▶ **The task**:
Among the entries below, how many lines hold the word "hidden"? Reply with the number only.

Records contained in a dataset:
-------------------------

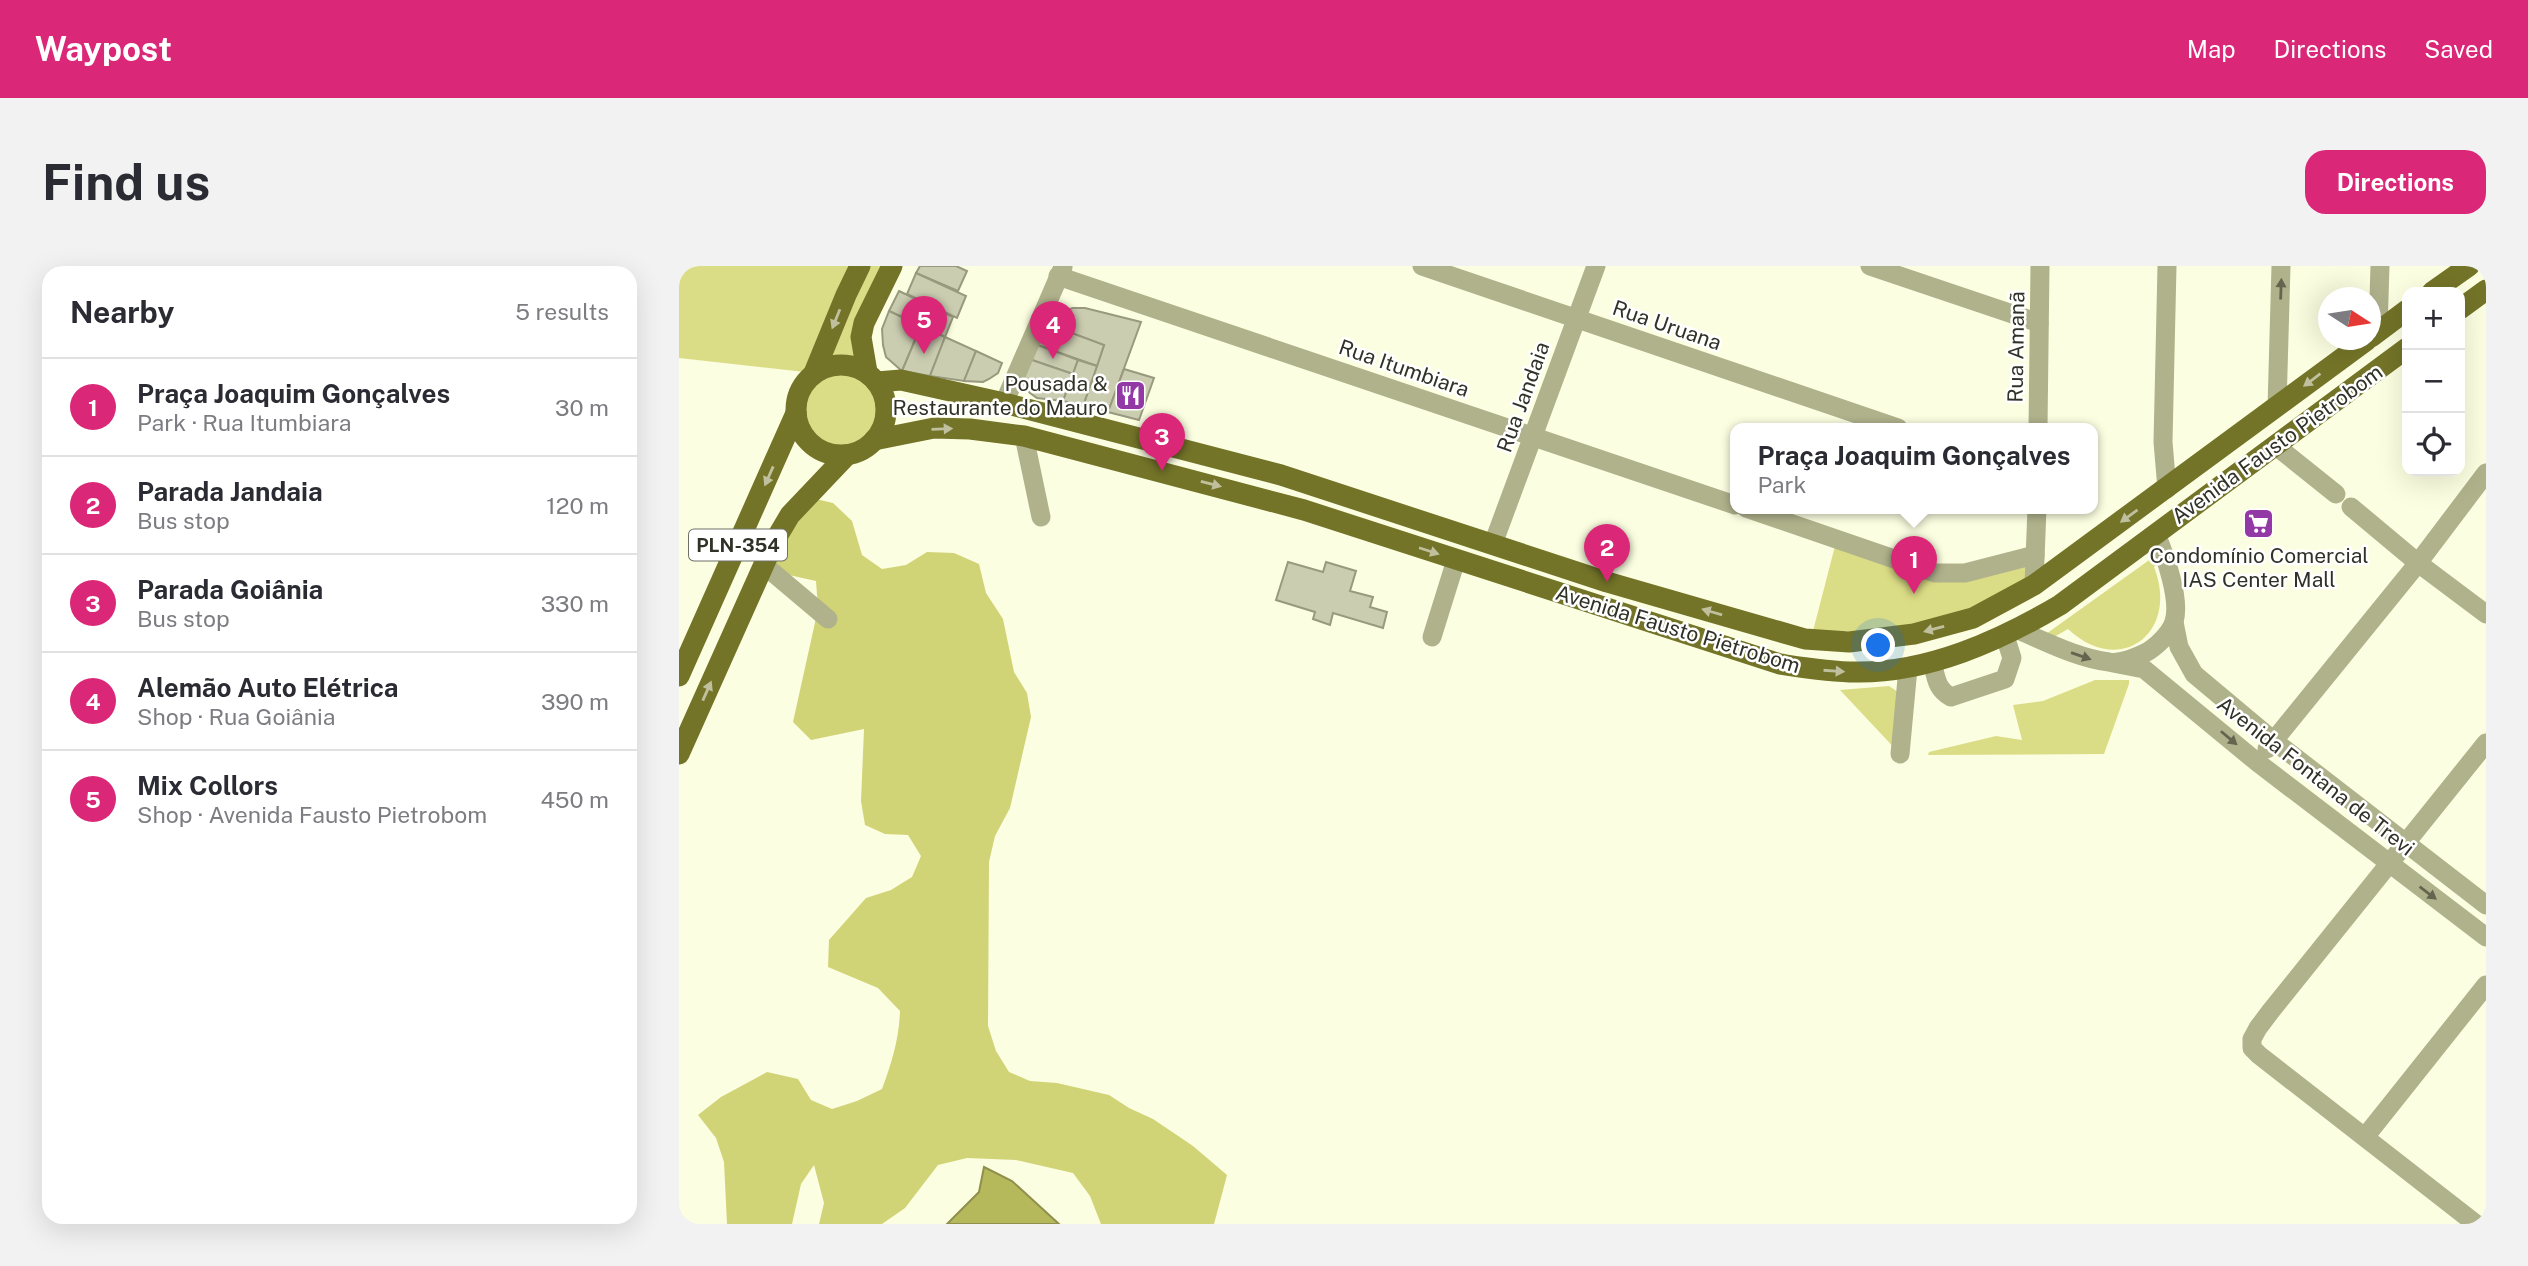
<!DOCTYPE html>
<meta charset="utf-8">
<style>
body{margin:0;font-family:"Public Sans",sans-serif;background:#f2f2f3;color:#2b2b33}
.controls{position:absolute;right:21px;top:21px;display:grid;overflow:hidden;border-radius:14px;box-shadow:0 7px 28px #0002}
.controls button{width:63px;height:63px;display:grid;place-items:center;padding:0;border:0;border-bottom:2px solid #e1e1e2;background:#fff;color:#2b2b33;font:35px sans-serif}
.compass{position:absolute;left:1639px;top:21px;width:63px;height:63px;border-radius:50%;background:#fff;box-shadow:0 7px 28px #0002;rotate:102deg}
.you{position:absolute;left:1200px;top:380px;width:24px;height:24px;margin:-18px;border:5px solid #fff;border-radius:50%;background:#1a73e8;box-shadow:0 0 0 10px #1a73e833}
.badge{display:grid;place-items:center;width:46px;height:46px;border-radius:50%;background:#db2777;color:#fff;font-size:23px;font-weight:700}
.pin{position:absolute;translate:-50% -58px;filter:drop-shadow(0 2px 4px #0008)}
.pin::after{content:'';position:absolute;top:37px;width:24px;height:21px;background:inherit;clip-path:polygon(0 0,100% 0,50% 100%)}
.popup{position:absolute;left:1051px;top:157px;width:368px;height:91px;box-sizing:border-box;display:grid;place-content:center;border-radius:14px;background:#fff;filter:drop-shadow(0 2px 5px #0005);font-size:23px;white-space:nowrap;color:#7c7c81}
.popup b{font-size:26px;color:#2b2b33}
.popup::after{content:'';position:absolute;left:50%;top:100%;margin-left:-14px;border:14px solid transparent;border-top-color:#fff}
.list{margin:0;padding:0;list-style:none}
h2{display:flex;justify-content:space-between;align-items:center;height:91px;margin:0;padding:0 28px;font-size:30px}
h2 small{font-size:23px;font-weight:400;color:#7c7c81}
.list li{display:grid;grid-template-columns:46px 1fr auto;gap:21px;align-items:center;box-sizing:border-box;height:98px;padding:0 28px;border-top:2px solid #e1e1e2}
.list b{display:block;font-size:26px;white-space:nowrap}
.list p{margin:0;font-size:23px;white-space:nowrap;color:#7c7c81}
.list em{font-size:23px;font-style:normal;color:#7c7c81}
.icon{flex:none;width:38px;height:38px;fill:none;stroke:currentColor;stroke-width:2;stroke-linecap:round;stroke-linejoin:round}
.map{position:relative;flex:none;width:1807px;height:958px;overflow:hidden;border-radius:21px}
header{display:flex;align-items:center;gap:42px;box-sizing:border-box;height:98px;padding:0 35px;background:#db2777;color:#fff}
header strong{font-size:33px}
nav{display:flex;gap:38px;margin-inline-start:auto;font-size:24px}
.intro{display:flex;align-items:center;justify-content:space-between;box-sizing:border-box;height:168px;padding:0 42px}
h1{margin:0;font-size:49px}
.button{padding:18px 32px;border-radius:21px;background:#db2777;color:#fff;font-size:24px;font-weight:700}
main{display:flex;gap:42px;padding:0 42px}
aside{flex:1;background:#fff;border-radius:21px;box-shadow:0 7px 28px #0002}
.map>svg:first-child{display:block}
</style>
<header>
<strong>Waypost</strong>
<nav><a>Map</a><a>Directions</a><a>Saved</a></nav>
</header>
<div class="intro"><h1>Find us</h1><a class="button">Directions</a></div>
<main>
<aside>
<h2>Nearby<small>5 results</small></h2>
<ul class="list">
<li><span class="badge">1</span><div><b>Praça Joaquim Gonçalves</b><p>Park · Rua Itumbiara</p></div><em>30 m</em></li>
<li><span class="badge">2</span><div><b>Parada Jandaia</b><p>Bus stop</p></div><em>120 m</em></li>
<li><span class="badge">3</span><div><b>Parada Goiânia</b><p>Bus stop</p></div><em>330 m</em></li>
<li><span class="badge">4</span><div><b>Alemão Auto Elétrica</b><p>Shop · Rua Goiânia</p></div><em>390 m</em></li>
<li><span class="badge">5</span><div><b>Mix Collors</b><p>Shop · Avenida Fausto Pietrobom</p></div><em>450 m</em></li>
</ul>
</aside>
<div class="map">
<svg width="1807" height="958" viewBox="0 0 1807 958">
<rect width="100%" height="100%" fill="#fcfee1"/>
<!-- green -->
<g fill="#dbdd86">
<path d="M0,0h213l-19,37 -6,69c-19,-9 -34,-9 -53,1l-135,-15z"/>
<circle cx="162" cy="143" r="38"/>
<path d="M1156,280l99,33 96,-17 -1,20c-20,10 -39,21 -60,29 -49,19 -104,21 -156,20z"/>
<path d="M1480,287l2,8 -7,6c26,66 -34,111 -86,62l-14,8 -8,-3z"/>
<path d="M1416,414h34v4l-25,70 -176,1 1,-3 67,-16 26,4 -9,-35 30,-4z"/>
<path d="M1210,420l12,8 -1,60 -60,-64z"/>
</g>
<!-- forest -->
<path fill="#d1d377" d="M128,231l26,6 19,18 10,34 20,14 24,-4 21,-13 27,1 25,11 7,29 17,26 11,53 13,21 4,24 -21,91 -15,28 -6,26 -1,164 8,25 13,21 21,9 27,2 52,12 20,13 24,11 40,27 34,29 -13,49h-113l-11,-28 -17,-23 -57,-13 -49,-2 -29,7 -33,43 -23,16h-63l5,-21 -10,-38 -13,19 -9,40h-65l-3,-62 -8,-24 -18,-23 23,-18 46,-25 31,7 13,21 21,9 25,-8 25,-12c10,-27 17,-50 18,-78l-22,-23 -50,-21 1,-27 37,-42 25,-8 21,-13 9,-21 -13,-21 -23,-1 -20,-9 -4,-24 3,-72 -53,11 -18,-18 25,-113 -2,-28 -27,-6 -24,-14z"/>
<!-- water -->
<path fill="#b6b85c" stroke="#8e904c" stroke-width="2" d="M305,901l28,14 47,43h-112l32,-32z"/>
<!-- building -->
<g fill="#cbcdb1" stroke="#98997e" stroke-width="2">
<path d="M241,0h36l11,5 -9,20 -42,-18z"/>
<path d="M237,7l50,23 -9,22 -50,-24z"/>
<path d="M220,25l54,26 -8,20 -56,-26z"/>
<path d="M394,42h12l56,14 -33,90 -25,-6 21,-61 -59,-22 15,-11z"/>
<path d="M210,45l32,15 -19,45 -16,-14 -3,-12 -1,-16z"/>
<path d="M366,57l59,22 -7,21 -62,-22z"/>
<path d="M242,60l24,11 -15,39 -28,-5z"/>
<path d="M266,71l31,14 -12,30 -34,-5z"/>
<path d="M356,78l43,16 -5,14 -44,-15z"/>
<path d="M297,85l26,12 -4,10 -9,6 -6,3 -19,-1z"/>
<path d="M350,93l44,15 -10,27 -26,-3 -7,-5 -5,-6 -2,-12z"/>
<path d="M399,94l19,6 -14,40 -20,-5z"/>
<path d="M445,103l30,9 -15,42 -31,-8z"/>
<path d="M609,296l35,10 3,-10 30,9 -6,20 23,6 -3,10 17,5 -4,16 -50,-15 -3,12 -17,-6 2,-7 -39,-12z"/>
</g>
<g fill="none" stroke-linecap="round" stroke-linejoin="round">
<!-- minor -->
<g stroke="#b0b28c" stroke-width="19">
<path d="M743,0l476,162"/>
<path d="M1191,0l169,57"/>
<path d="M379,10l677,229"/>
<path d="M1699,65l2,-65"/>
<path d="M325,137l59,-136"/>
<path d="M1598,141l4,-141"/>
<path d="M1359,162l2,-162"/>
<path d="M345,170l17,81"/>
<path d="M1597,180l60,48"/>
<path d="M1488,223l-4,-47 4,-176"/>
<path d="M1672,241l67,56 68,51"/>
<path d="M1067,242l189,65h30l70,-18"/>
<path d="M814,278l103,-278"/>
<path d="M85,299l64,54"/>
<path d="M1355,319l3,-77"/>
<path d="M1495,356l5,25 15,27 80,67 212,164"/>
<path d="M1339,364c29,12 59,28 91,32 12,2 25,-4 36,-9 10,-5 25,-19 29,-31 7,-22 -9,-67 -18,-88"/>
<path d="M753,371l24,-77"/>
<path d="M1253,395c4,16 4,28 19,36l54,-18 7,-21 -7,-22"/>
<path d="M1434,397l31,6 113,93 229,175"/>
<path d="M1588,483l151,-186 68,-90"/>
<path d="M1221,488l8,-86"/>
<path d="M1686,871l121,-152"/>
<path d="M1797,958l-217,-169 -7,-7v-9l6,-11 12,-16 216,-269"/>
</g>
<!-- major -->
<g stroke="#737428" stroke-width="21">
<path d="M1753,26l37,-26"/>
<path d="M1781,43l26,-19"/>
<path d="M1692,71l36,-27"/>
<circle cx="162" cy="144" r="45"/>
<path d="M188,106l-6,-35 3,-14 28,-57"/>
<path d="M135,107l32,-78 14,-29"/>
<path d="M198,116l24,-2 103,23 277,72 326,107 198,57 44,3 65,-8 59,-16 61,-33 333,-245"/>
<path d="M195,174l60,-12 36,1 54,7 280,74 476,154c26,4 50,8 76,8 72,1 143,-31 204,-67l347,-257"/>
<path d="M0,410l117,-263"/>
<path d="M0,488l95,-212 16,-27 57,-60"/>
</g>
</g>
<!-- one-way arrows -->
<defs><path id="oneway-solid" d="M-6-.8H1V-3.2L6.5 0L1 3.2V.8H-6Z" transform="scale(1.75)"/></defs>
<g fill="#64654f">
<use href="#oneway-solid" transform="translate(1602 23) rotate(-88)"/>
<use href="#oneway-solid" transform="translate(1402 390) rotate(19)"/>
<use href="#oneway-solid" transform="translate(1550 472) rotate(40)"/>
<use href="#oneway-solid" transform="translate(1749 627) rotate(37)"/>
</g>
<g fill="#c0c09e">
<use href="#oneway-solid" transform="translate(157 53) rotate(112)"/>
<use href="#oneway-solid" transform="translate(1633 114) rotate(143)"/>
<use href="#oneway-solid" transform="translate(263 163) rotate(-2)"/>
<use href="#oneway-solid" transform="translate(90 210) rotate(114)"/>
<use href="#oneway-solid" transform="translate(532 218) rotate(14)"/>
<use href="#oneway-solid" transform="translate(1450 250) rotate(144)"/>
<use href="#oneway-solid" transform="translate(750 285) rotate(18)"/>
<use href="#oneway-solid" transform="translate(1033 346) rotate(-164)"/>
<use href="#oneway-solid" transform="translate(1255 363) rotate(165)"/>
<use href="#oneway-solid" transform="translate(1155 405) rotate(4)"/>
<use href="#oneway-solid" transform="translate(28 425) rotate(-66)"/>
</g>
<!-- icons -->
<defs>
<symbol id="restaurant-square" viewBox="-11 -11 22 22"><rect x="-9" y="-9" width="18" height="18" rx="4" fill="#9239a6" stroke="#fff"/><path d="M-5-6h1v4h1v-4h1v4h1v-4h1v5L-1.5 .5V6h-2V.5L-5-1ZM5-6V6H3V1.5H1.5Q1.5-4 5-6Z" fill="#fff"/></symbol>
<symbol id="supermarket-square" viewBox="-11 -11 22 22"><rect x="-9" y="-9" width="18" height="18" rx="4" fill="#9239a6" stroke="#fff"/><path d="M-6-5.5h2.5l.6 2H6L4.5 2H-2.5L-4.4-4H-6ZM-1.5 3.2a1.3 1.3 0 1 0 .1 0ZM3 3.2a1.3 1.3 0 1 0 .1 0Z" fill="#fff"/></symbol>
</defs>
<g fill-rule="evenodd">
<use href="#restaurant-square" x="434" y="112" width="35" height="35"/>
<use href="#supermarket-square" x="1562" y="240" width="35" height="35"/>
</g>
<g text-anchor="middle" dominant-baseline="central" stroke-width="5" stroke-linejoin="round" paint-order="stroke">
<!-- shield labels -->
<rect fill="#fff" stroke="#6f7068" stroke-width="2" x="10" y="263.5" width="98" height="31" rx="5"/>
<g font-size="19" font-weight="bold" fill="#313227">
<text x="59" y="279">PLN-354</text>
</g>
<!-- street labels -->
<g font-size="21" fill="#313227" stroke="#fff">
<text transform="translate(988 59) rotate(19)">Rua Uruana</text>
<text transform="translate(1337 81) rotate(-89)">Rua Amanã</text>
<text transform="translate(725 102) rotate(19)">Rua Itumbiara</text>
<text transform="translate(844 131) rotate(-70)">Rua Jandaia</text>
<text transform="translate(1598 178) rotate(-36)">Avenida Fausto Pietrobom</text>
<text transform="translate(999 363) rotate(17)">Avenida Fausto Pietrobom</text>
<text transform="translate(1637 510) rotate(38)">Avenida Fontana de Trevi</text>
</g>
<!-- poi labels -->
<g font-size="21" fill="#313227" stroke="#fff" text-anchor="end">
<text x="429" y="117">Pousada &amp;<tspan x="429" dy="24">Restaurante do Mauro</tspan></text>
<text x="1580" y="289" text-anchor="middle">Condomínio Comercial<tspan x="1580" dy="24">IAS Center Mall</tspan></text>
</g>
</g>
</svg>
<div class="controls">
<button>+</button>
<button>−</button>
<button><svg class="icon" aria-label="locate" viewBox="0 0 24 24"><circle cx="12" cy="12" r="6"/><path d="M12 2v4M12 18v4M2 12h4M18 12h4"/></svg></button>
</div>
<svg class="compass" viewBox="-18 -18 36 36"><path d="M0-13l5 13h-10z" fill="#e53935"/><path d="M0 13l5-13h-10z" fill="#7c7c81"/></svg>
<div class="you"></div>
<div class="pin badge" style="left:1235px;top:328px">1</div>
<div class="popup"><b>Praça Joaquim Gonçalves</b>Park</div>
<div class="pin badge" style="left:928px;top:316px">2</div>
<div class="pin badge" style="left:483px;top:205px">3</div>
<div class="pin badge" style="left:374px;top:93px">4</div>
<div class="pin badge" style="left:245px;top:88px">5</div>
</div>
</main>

-------------------------

▶ **Exercise output**:
2